Effects of nanoparticle heating on the structure of a concentrated aqueous salt solution

JO Sindt and AJ Alexander and PJ Camp, JOURNAL OF CHEMICAL PHYSICS, 147, 214506 (2017).

DOI: 10.1063/1.5002002

The effects of a rapidly heated nanoparticle on the structure of a concentrated aqueous salt solution are studied using molecular dynamics simulations. A diamond-like nanoparticle of radius 20 angstrom is immersed in a sodium-chloride solution at 20% above the experimental saturation concentration and equilibrated at T = 293 K and P = 1 atm. The nanoparticle is then rapidly heated to several thousand degrees Kelvin, and the system is held under isobaric-isoenthalpic conditions. It is observed that after 2-3 ns, the salt ions are depleted far more than water molecules from a proximal zone 15-25 angstrom from the nanoparticle surface.

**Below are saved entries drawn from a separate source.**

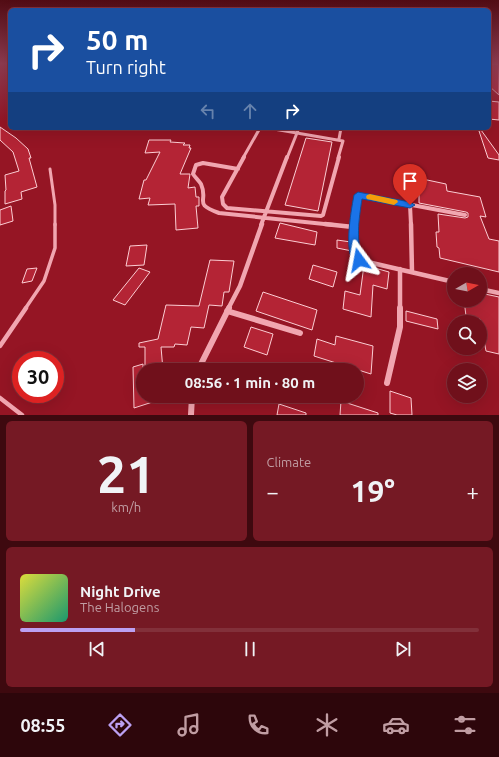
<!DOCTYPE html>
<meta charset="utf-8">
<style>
:root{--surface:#70101b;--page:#751924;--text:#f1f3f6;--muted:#c09da3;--line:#82303a;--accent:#bca0f2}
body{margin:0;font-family:Ubuntu,sans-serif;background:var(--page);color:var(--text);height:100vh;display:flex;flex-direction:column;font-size:15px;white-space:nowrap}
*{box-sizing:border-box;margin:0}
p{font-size:13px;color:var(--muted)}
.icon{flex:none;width:22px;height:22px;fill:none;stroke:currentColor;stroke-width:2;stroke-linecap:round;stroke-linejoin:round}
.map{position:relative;height:415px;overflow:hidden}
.panel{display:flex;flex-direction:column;gap:6px;padding:6px;background:#3e090f;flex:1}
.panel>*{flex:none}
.top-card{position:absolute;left:8px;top:8px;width:483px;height:122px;border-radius:6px;box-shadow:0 4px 16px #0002,0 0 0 1px var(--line);background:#1a4fa0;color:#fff;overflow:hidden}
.needle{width:26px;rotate:81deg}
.buttons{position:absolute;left:447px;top:267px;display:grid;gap:8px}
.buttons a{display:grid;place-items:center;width:40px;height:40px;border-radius:50%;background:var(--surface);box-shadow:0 4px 16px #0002,0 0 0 1px var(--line);font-size:20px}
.speed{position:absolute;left:12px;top:351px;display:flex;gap:8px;font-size:20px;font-weight:700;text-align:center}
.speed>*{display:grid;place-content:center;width:52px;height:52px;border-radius:50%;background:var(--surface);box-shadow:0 4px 16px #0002,0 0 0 1px var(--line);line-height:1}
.speed .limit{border:6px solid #d22;background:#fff;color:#111}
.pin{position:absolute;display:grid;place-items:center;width:34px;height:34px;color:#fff;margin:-41px -17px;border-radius:50% 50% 50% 0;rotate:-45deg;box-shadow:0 0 4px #0007}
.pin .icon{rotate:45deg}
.me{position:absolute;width:44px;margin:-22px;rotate:347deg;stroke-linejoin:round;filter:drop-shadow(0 0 3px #0008)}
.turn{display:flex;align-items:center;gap:14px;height:84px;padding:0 12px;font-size:18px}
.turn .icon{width:52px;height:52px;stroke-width:2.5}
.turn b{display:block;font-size:28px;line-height:34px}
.lanes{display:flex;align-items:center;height:38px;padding:0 12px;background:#0003;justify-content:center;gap:20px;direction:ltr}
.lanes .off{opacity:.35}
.big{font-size:30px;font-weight:700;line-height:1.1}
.panel .tile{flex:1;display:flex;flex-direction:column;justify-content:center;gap:6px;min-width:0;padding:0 14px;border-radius:6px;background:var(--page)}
.panel .dial{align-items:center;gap:0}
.dial b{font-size:52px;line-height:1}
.song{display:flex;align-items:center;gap:12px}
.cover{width:48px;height:48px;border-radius:6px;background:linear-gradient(135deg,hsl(60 70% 55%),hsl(160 70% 35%))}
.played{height:4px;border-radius:2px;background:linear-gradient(90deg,var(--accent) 25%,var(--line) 25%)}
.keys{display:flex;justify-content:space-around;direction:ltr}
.heat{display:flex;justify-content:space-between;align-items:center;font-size:22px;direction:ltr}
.panel .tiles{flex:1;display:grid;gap:6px;grid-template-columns:1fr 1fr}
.tile:last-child{grid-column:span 2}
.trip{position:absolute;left:136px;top:363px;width:228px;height:40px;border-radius:20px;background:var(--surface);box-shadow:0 4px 16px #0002,0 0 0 1px var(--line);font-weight:700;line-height:40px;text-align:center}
.tabs{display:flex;height:64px;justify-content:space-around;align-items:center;background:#2d060b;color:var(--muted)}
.tabs .icon{width:28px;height:28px}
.tabs .on{color:var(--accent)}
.tabs b{font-size:18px;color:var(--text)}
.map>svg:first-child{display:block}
</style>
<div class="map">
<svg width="499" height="415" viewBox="0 0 499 415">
<rect width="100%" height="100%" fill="#951524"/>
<path fill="#b42435" stroke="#fccdd3" d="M489,64H499V95L489,86Z
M489,101L499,102V120L489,119Z
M0,127L16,138L28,149L31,158H29L37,187L21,192L22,199L5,204V191L6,190L5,175L19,171L13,152L0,140Z
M481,130L499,155V160L488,158L479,131Z
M306,138L332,142L318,211L285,205Z
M149,140H171L170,142L185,143L183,145H190L189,148H191L180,174H190L188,188L195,187L196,197H199V206H196L198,228L176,230L175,204L148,205L150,198L139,199L144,180H146L160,152L145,153Z
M413,177L446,184L447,191L480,197L486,217L480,216L489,239L499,241V272L440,258L439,248L437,247L436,232H439L438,214L465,218L468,217V213L466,212L419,203V194L413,192Z
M11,206L13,221L0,225V210Z
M280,223L317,232L315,245L275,238Z
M337,240L351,242L352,251L337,248Z
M147,245L144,265L126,266L130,246Z
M210,260L234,261L229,292H224L222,306L209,305L204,328L191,327L187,345L175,344L174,347H161L163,370H145V347H139V343L158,339L166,305L199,306Z
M313,265L337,272L333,287L309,279Z
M364,265L389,272L387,289L373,285L371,317L343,309L345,291L360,295Z
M37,268L32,281L22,283L27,269Z
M139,268L150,272L125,305L113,300Z
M263,292L317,310L312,330L256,311Z
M480,293L499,297V354L486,351L480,319L466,316L464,300H480Z
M406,311L437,319L438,329L406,321Z
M251,327L273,334L267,355L244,347Z
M336,336L373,346L371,374L314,356L317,339L335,345Z
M143,364V396H164L165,398L134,408L133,367Z
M390,391L411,398L412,415H397L390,413Z
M341,401L378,413V415H340Z
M279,404L306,413V415H277Z"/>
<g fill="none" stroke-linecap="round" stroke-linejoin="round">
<path stroke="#f1a6b0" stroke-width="3" d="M50,169L55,205V225"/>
<path stroke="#f1a6b0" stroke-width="3.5" d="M25,309L44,281L55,248V224"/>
<path stroke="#f1a6b0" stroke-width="4.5" d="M0,346L26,308
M0,398L22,415"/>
<path stroke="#f1a6b0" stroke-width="3" d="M268,128L343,141L338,158
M339,139L341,128
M243,158L260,128
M287,158L299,128"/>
<path stroke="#f1a6b0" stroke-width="4" d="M244,157L222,197L223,204L227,208L321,216L323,215L339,157
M238,169L203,163L196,165L193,174C195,177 199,181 201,184C209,202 192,203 219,213L334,225
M410,205L411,225
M261,225L287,157
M353,225L359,195L465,215"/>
<path stroke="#f1a6b0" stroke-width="4.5" d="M325,224L353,227L356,257L359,260L454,282
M411,224L412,272
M353,227V224
M400,269V309
M480,289L499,293
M228,309L240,286L262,224"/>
<path stroke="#f1a6b0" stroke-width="6" d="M227,311L300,333
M198,370L229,308
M387,383L400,327V308
M191,415L192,396"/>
</g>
<linearGradient id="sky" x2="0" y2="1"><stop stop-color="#520c14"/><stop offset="0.52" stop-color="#8e3b50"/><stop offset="1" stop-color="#8e3b50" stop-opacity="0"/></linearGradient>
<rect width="499" height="122" fill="url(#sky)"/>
<path fill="#1a73e8" stroke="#114b97" d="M358,192L410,202L415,205L410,208L362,199C359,219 355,242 364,260L363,263C339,271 352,206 354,195Z"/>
<path fill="#f59e0b" d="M370,194L397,200L398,202L394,205L367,199L366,197L367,195Z"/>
</svg>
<div class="buttons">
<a><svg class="needle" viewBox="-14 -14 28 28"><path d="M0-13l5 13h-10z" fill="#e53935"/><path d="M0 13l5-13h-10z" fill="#c09da3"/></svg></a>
<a><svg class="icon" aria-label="search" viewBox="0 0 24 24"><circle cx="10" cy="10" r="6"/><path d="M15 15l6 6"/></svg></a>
<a><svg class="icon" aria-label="layers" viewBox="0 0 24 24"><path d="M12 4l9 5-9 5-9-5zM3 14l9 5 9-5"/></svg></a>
</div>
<div class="speed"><div class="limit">30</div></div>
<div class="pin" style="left:410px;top:205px;background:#d93025"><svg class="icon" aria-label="arrive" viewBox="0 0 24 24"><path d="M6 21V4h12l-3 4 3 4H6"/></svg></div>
<svg class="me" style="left:359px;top:260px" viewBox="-20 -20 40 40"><path d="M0-17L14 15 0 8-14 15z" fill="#1a73e8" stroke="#fff" stroke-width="4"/></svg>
<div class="trip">08:56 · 1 min · 80 m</div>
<div class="top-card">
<div class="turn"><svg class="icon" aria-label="right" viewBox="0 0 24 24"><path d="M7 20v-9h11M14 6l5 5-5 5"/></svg><div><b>50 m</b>Turn right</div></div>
<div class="lanes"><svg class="icon off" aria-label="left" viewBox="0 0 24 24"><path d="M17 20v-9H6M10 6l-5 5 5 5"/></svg><svg class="icon off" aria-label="ahead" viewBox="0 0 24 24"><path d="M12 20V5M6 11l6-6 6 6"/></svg><svg class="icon" aria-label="right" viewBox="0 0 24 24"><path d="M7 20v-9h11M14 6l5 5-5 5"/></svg></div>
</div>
</div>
<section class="panel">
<div class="tiles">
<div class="tile dial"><b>21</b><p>km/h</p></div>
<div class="tile"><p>Climate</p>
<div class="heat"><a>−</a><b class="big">19°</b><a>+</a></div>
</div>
<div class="tile">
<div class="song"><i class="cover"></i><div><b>Night Drive</b><p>The Halogens</p></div></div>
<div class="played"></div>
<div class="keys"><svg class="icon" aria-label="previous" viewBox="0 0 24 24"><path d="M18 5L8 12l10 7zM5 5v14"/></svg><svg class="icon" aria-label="pause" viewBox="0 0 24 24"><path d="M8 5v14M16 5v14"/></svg><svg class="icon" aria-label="next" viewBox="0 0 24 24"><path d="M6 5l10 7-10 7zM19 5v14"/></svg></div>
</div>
</div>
</section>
<nav class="tabs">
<b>08:55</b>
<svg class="icon on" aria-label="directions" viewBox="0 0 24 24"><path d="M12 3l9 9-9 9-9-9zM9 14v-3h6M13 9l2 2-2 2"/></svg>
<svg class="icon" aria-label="music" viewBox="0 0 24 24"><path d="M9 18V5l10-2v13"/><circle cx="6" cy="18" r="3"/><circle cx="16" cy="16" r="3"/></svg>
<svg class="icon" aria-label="phone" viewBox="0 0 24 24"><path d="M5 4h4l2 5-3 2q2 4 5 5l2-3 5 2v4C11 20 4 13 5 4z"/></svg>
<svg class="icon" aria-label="climate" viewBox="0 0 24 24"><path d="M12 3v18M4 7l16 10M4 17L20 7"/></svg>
<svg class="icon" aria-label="car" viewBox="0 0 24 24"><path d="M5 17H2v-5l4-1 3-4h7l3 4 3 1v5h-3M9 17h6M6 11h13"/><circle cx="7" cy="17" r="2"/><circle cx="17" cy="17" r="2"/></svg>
<svg class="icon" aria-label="filters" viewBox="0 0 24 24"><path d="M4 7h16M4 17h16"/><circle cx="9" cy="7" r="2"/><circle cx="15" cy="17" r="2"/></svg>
</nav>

This leads to a transient reduction in molality in the proximal zone and an increase in ion clustering in the distal zone. At longer times, ions begin to diffuse back into the proximal zone. It is speculated that the formation of proximal and distal zones, and the increase in ion clustering, plays a role in the mechanism of nonphotochemical laser-induced nucleation. Published by AIP Publishing.